Pulldown vs Normal Velocity/ Lifting on the same day of a pulldown problems?


#1

I’m a RHP in the 2019 class and I have hit 83 off of a mound. Normally I have been sitting 81-83 recently and I’ve started a velocity program. I am 6’3" and 195 pounds. I lift 5 days a week. I had my first ever pulldown this last week and I had to bench on the same day for my school conditioning program. I only pulled down 80.9 and thats slower than what I normally hit off of a mound. I read that it should be 5 miles harder off a crow hop which would put me somewhere over 86 mph. Wondering what the problem was and why I didn’t pull down a higher velocity. (The numbers in the bullpen were using the same type radar gun as the one used for the pulldown.) I appreciate your input and would love any tips on how to increase my pulldown velocity, as this last one was my first one ever.


#2

Athleticism is more of a factor with pull downs since you have a dynamic start. Your issue sounds like it was probably because of improper recovery as well. Compare your footwork with guys who have good pulldown velos and go from there. (Trevor Bauer and Casey Weathers are a good place to start)


#3

I’ve always heard mound velocity should be about 2-3 mph lower than crow hop. Lifting and general fatigue could explain lower speed.


#4

Work on agility, mobility, and dynamic balance drills. This will help you incorporate more of your lifting gains into productive strength. Lots of strong people can’t throw hard–this is why.


#5

My son had the same problem this past week.

My guess is simple fatigue…too much throwing and lifting.

My boys hs team just started preseason workouts, as did his travel team. So he added three additional days of training to the velocity classes and lifting he was already doing.

His pull down came in at the same exact speed as his top mound velocity. Usually there’s a 4-5mph difference. I wouldn’t worry too much about it.
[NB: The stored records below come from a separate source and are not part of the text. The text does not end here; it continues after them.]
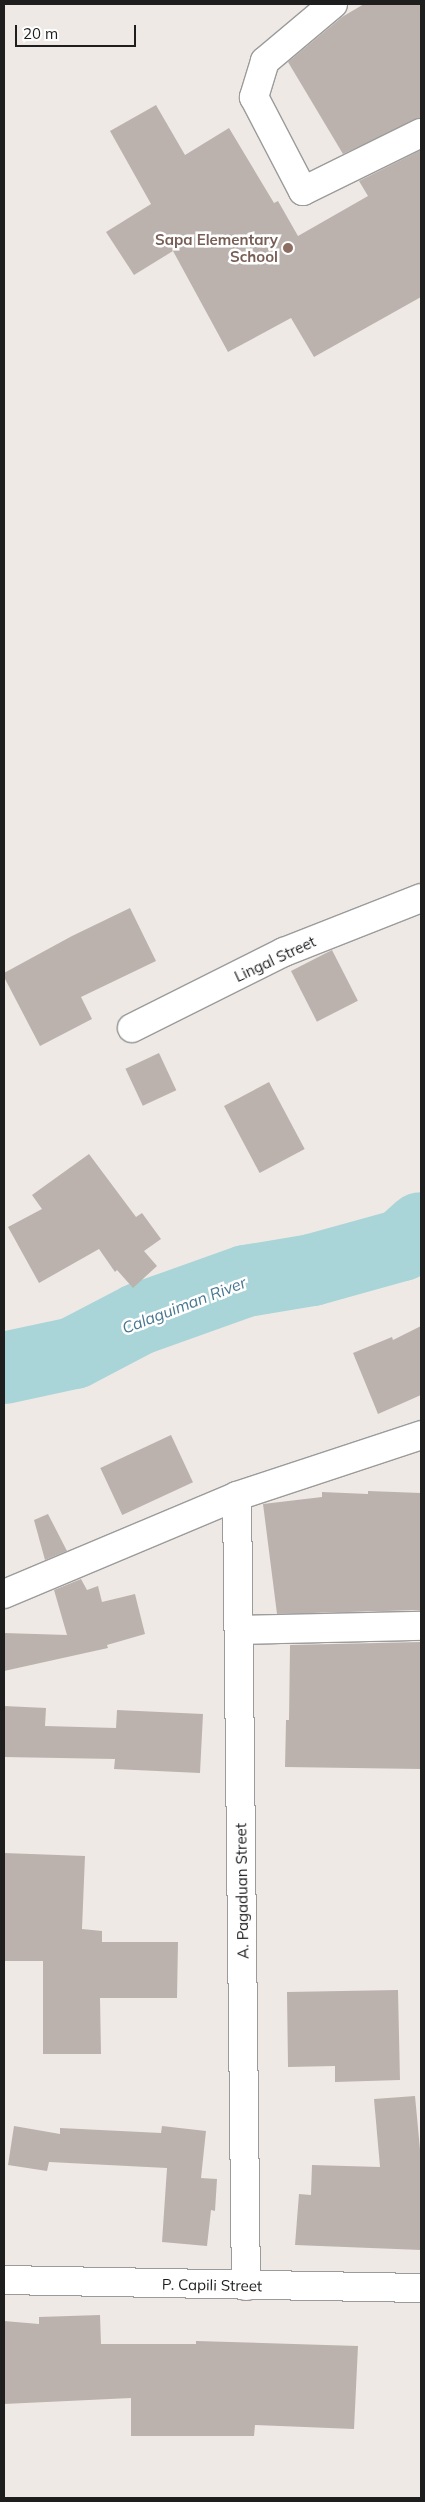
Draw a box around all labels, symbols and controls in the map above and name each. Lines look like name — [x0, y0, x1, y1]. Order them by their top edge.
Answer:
scale bar — [18, 15, 139, 47]
text: 20 m — [23, 24, 58, 43]
place label: Sapa Elementary School — [155, 230, 278, 265]
marker: Sapa Elementary School — [282, 242, 294, 254]
street label: Lingal Street — [232, 932, 318, 986]
water label: Calaguiman River — [119, 1273, 249, 1337]
street label: A. Pagaduan Street — [232, 1823, 252, 1959]
street label: P. Capili Street — [162, 2275, 262, 2295]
It should go back up with more rest and recovery.

Not sure if this is so uncommon.


#6

More like 4-5 mph, if I’m not mistaken.


#7

No, I’ve heard 2-3 mph differential if mechanics are efficient. Crow hop shouldn’t be more than 2-3 mph more than mound velocity.


#8

It’s mechanical. Don’t worry about it, I’ve seen teammates sit 91 and sling 83 with a run up: doesn’t correlate directly to pitching.